(Collected data)
● ● ● ● ● ● ●

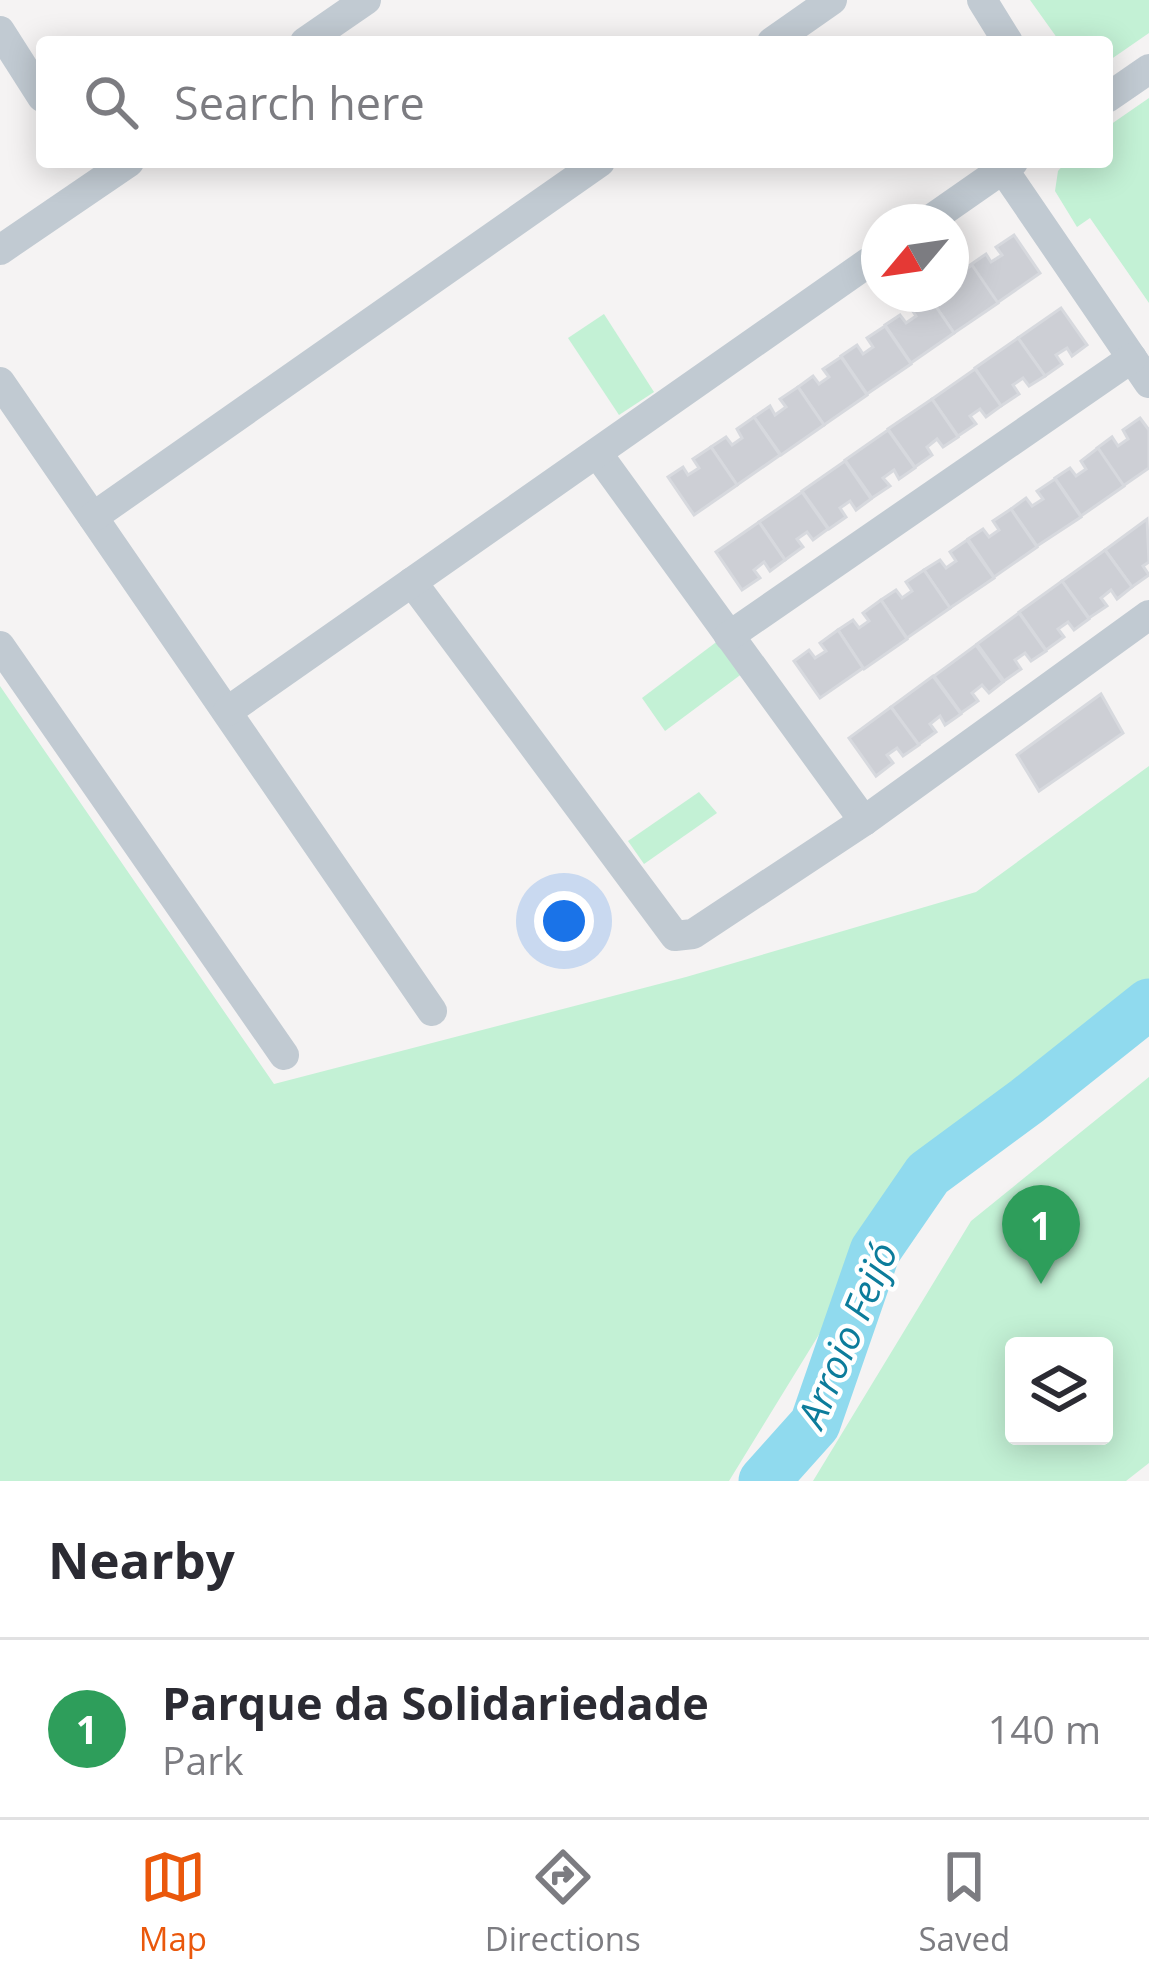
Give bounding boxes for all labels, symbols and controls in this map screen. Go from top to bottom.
search box [36,36,1113,168]
icon: search [78,69,144,135]
text: Search here [174,72,425,133]
north arrow [861,204,969,312]
your location [534,891,594,951]
pin: 1 [1002,1185,1080,1284]
water label: Arroio Feijó [782,1233,909,1437]
map controls [1005,1337,1113,1445]
button: layers [1005,1337,1113,1445]
text: Nearby [48,1524,235,1594]
text: Parque da Solidariedade [162,1672,709,1733]
text: 1 [76,1702,98,1755]
text: 140 m [988,1702,1101,1755]
text: Park [162,1733,244,1786]
tab: Map [139,1844,207,1961]
tab: Directions [485,1844,641,1961]
tab: Saved [918,1844,1010,1961]

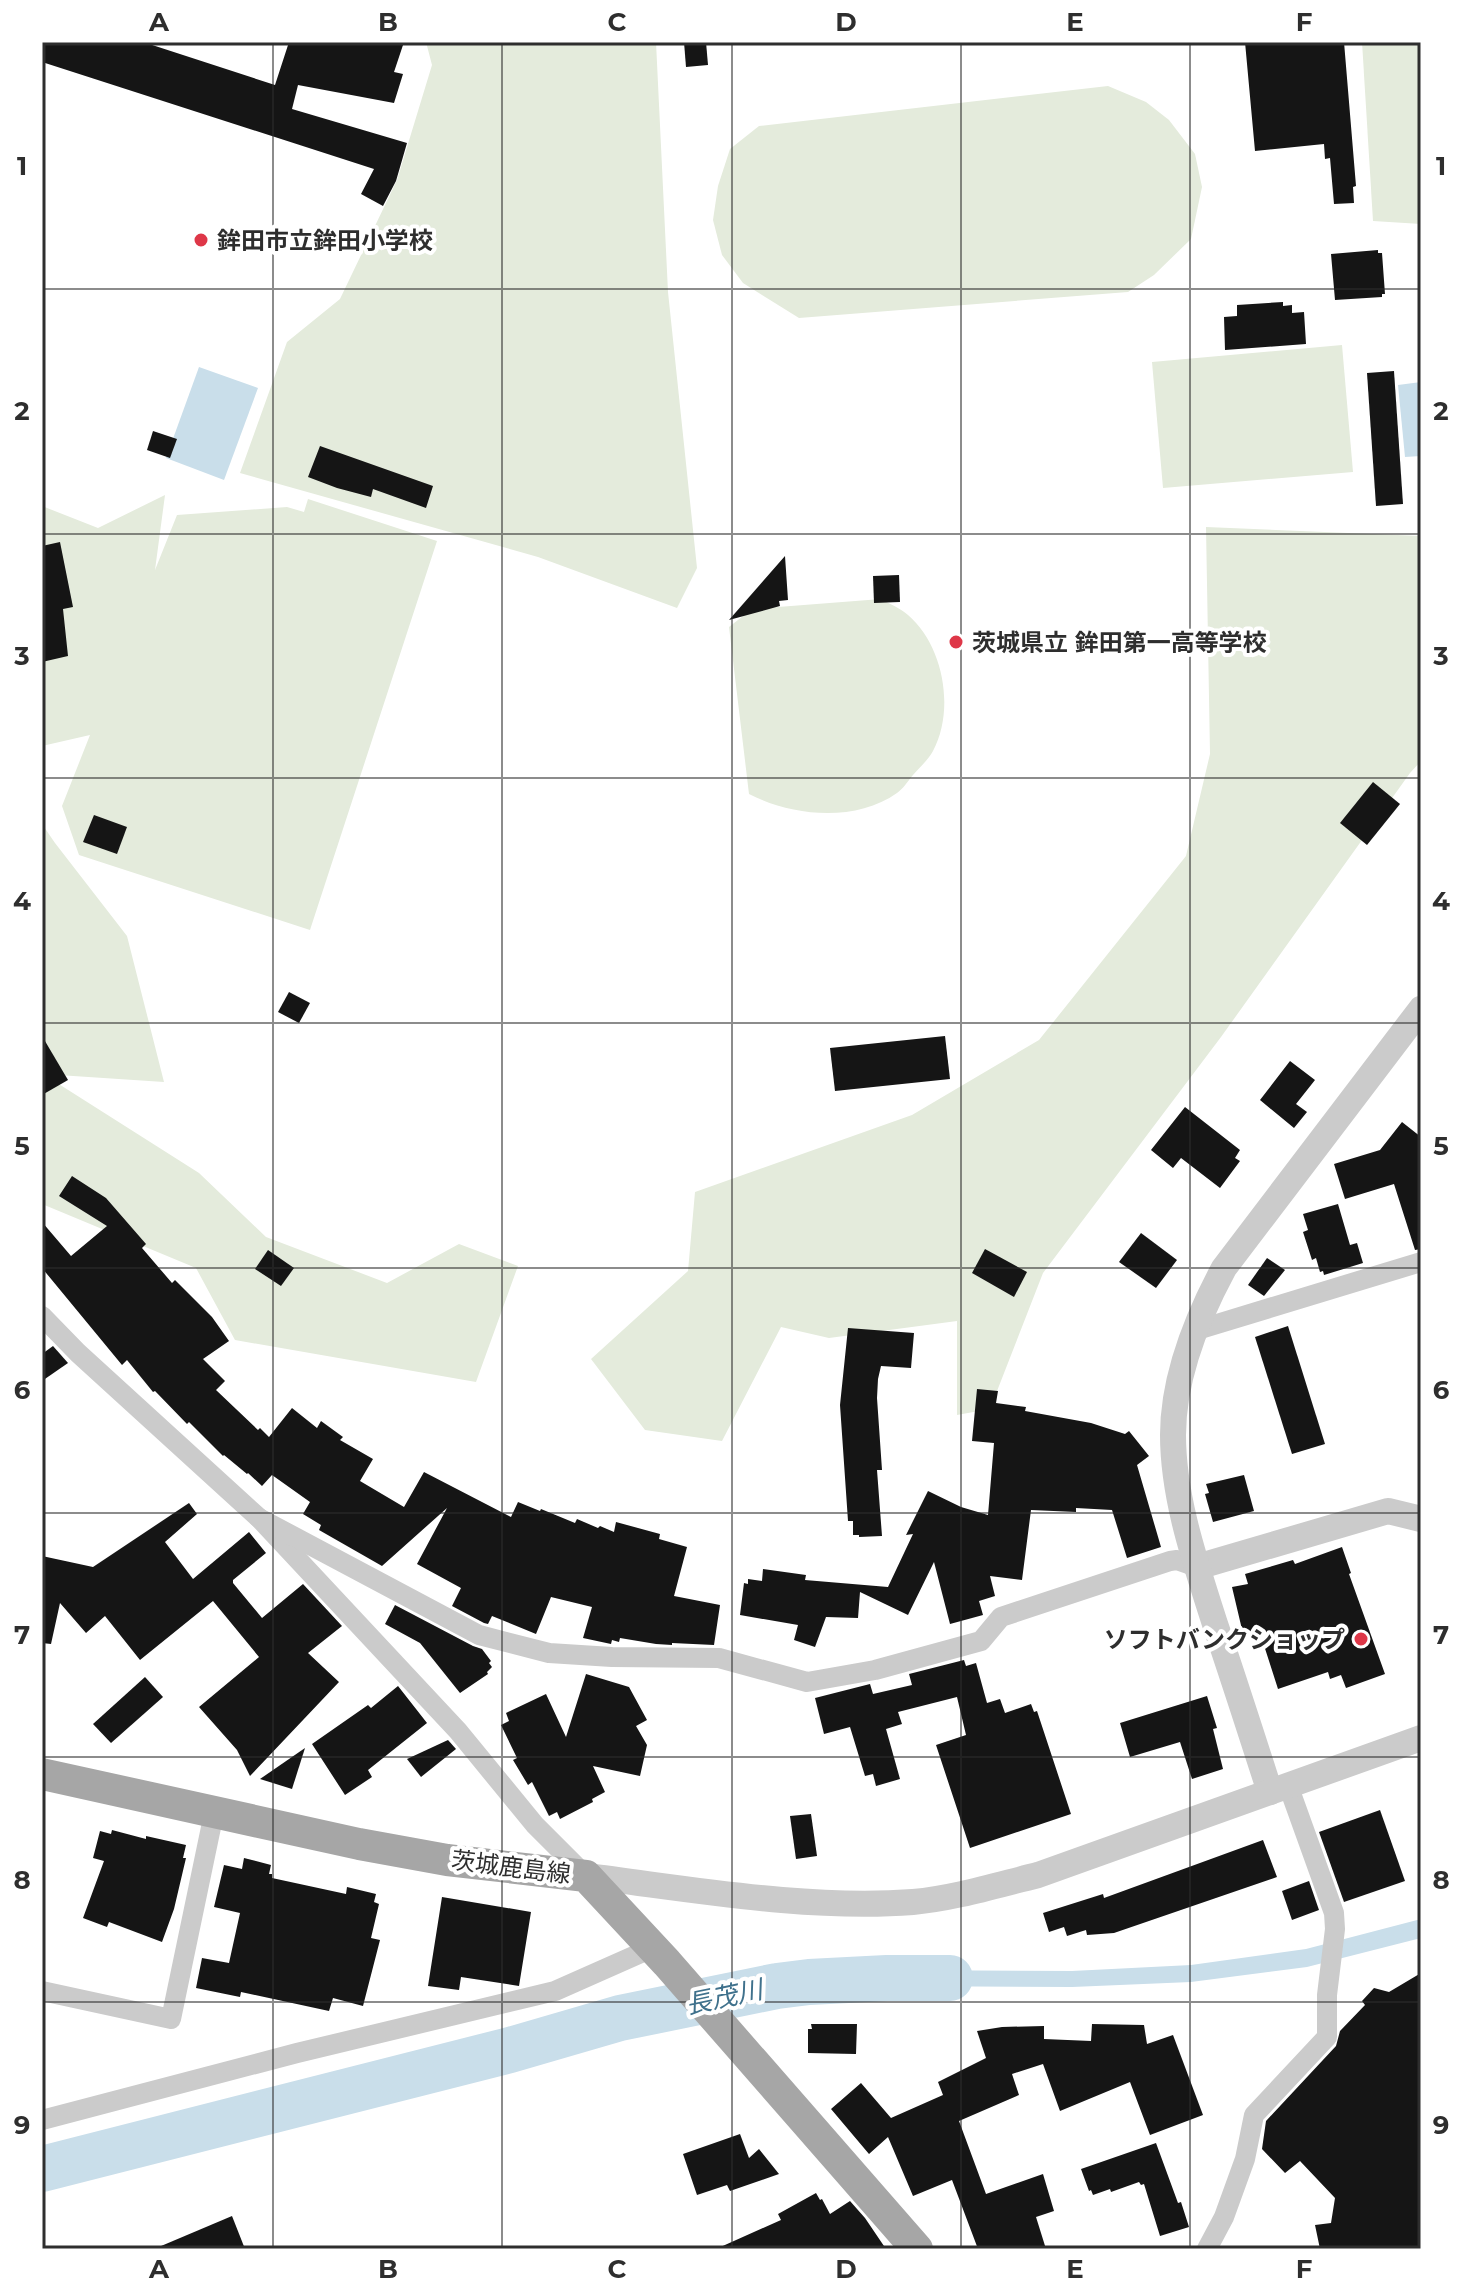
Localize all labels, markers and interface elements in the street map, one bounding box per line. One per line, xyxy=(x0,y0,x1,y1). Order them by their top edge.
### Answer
text: A xyxy=(148,6,170,38)
text: B xyxy=(378,6,398,38)
text: C xyxy=(608,6,627,38)
text: D xyxy=(835,6,857,38)
text: E xyxy=(1066,6,1084,38)
text: F xyxy=(1296,6,1312,38)
text: 1 xyxy=(17,150,27,182)
text: 1 xyxy=(1436,150,1446,182)
place label: 鉾田市立鉾田小学校 xyxy=(217,226,433,255)
marker: 鉾田市立鉾田小学校 xyxy=(192,231,210,249)
text: 2 xyxy=(14,395,30,427)
text: 2 xyxy=(1433,395,1449,427)
place label: 茨城県立 鉾田第一高等学校 xyxy=(972,628,1267,657)
marker: 茨城県立 鉾田第一高等学校 xyxy=(947,633,965,651)
text: 3 xyxy=(13,640,30,672)
text: 3 xyxy=(1432,640,1449,672)
text: 4 xyxy=(13,885,31,917)
text: 4 xyxy=(1432,885,1450,917)
text: 5 xyxy=(14,1130,30,1162)
text: 5 xyxy=(1433,1130,1449,1162)
text: 6 xyxy=(14,1374,31,1406)
text: 6 xyxy=(1433,1374,1450,1406)
text: 7 xyxy=(14,1619,30,1651)
text: 7 xyxy=(1433,1619,1449,1651)
place label: ソフトバンクショップ xyxy=(1104,1625,1345,1654)
marker: ソフトバンクショップ xyxy=(1352,1630,1370,1648)
street label: 茨城鹿島線 xyxy=(450,1845,572,1889)
text: 8 xyxy=(13,1864,31,1896)
text: 8 xyxy=(1432,1864,1450,1896)
water label: 長茂川 xyxy=(683,1973,768,2021)
text: 9 xyxy=(14,2109,30,2141)
text: 9 xyxy=(1433,2109,1449,2141)
text: A xyxy=(148,2253,170,2285)
text: B xyxy=(378,2253,398,2285)
text: C xyxy=(608,2253,627,2285)
text: D xyxy=(835,2253,857,2285)
text: E xyxy=(1066,2253,1084,2285)
text: F xyxy=(1296,2253,1312,2285)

● ● ● ● ● ● ●

WHAT THE TASK REQUIRES → Exact copy, no pictures: write out all the records above.

EXERCISE SOLUTION →
Give bounding boxes for all labels, symbols and controls in this map screen. Go from top to bottom.
search box [36,36,1113,168]
icon: search [78,69,144,135]
text: Search here [174,72,425,133]
north arrow [861,204,969,312]
your location [534,891,594,951]
pin: 1 [1002,1185,1080,1284]
water label: Arroio Feijó [782,1233,909,1437]
map controls [1005,1337,1113,1445]
button: layers [1005,1337,1113,1445]
text: Nearby [48,1524,235,1594]
text: Parque da Solidariedade [162,1672,709,1733]
text: 1 [76,1702,98,1755]
text: 140 m [988,1702,1101,1755]
text: Park [162,1733,244,1786]
tab: Map [139,1844,207,1961]
tab: Directions [485,1844,641,1961]
tab: Saved [918,1844,1010,1961]

Localize all labels, markers and interface elements in the street map, one bounding box per line. One per line, xyxy=(x0,y0,x1,y1). Order them by their top edge.
### Answer
text: A xyxy=(148,6,170,38)
text: B xyxy=(378,6,398,38)
text: C xyxy=(608,6,627,38)
text: D xyxy=(835,6,857,38)
text: E xyxy=(1066,6,1084,38)
text: F xyxy=(1296,6,1312,38)
text: 1 xyxy=(17,150,27,182)
text: 1 xyxy=(1436,150,1446,182)
place label: 鉾田市立鉾田小学校 xyxy=(217,226,433,255)
marker: 鉾田市立鉾田小学校 xyxy=(192,231,210,249)
text: 2 xyxy=(14,395,30,427)
text: 2 xyxy=(1433,395,1449,427)
place label: 茨城県立 鉾田第一高等学校 xyxy=(972,628,1267,657)
marker: 茨城県立 鉾田第一高等学校 xyxy=(947,633,965,651)
text: 3 xyxy=(13,640,30,672)
text: 3 xyxy=(1432,640,1449,672)
text: 4 xyxy=(13,885,31,917)
text: 4 xyxy=(1432,885,1450,917)
text: 5 xyxy=(14,1130,30,1162)
text: 5 xyxy=(1433,1130,1449,1162)
text: 6 xyxy=(14,1374,31,1406)
text: 6 xyxy=(1433,1374,1450,1406)
text: 7 xyxy=(14,1619,30,1651)
text: 7 xyxy=(1433,1619,1449,1651)
place label: ソフトバンクショップ xyxy=(1104,1625,1345,1654)
marker: ソフトバンクショップ xyxy=(1352,1630,1370,1648)
street label: 茨城鹿島線 xyxy=(450,1845,572,1889)
text: 8 xyxy=(13,1864,31,1896)
text: 8 xyxy=(1432,1864,1450,1896)
water label: 長茂川 xyxy=(683,1973,768,2021)
text: 9 xyxy=(14,2109,30,2141)
text: 9 xyxy=(1433,2109,1449,2141)
text: A xyxy=(148,2253,170,2285)
text: B xyxy=(378,2253,398,2285)
text: C xyxy=(608,2253,627,2285)
text: D xyxy=(835,2253,857,2285)
text: E xyxy=(1066,2253,1084,2285)
text: F xyxy=(1296,2253,1312,2285)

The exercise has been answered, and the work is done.